One-sentence Summary
To improve stability and correct imitation learning errors in multimodal autonomous driving scenarios, the researchers propose RAD-2, a unified generator-discriminator framework that utilizes a diffusion-based generator to produce trajectory candidates and an RL-optimized discriminator to rerank them, while employing Temporally Consistent Group Relative Policy Optimization to enhance reinforcement learning.
Key Contributions
- The paper introduces RAD-2, a unified generator-discriminator framework that utilizes a diffusion-based generator for diverse trajectory production and an RL-optimized discriminator for reranking candidates based on long-term driving quality.
- This work presents Temporally Consistent Group Relative Policy Optimization to improve credit assignment through temporal coherence and On-policy Generator Optimization to refine trajectory distributions using structured longitudinal signals.
- The authors develop BEV-Warp, a high-throughput feature-level simulation pipeline that warps BEV features around the ego vehicle to enable scalable closed-loop training without expensive image-level rendering.
Introduction
High-level autonomous driving requires motion planners that can model multimodal uncertainty while remaining robust during closed-loop interactions.

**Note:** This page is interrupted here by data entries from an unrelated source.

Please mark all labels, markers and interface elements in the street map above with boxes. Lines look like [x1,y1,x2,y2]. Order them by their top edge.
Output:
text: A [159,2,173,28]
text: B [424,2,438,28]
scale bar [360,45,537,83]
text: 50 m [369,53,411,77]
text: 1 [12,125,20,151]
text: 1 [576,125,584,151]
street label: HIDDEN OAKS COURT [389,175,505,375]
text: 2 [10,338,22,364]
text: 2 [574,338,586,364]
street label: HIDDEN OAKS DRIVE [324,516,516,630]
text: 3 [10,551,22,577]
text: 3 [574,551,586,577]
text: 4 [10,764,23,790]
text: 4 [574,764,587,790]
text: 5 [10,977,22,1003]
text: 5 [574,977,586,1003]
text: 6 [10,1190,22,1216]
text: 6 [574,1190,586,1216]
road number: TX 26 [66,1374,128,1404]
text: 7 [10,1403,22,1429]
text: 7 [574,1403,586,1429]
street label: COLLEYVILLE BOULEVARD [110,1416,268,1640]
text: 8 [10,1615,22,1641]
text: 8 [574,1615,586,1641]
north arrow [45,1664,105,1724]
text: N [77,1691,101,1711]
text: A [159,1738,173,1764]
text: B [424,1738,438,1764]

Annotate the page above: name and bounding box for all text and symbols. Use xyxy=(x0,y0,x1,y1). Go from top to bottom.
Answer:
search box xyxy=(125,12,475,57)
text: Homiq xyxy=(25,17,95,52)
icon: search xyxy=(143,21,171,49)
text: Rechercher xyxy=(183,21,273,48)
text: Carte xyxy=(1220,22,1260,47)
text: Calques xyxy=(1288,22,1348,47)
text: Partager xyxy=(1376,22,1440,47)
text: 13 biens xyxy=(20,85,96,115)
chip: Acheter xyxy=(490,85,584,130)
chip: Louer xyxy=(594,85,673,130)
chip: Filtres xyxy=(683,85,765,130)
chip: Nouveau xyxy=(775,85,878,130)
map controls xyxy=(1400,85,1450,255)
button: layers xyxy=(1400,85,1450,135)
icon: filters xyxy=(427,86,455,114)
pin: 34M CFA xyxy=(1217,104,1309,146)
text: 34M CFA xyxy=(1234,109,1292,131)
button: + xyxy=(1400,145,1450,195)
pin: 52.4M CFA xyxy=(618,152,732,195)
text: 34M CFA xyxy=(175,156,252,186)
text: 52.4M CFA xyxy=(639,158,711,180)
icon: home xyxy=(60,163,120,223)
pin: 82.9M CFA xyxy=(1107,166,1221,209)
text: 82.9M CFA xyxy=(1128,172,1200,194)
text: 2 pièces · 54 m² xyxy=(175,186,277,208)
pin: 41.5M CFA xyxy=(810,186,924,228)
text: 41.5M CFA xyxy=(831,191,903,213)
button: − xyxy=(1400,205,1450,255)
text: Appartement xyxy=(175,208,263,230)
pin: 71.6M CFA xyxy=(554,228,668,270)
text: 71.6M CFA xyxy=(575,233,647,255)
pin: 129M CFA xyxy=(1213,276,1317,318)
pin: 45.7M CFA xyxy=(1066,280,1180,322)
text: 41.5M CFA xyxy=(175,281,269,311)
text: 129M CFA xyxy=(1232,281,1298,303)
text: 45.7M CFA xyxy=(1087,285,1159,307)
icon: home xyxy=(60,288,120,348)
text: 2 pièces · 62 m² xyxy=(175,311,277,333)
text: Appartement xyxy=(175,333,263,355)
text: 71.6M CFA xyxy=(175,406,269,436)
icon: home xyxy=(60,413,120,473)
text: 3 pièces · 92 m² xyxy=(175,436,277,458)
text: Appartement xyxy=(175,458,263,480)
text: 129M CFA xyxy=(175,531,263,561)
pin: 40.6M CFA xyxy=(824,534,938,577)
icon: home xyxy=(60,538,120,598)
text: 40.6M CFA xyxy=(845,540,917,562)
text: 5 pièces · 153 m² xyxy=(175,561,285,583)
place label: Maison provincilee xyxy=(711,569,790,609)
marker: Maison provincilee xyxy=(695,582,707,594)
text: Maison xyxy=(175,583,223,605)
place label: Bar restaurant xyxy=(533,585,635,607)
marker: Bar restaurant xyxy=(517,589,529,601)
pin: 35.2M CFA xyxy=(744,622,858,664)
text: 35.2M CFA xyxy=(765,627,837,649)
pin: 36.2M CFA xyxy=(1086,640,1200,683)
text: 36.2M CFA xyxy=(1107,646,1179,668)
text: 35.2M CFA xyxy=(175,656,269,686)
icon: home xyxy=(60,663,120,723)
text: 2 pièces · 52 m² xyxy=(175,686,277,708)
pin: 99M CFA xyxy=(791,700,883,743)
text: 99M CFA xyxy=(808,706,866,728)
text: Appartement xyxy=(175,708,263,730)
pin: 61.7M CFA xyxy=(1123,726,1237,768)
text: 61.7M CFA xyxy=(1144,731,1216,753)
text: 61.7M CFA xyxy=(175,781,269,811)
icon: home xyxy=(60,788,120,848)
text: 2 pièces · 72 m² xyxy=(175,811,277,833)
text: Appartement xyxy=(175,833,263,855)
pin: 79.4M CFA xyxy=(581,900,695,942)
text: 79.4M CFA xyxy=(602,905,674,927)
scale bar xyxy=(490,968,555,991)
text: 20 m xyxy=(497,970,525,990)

While diffusion-based planners excel at capturing complex trajectory distributions, they often face stochastic instabilities and lack corrective feedback when trained solely through imitation learning. Furthermore, applying reinforcement learning directly to high-dimensional trajectory spaces is difficult due to sparse rewards and severe credit assignment challenges. The authors leverage a unified generator-discriminator framework to decouple these tasks, using a diffusion-based generator to produce diverse candidates and an RL-optimized discriminator to rerank them based on long-term driving quality. To support this, they introduce Temporally Consistent Group Relative Policy Optimization to stabilize the RL search space and BEV-Warp, a high-throughput simulation environment that performs closed-loop evaluation in the Bird's-Eye View feature space to bypass expensive image-level rendering.
Dataset

Dataset Overview
The authors utilize a multi-stage dataset strategy to train and evaluate their motion generation and reinforcement learning frameworks:
- Generator Pretraining Data: The authors use approximately 50,000 hours of real-world driving data containing ego-vehicle trajectories. This large-scale dataset is used to pre-train the motion generator to capture the multimodal distribution of human driving behaviors.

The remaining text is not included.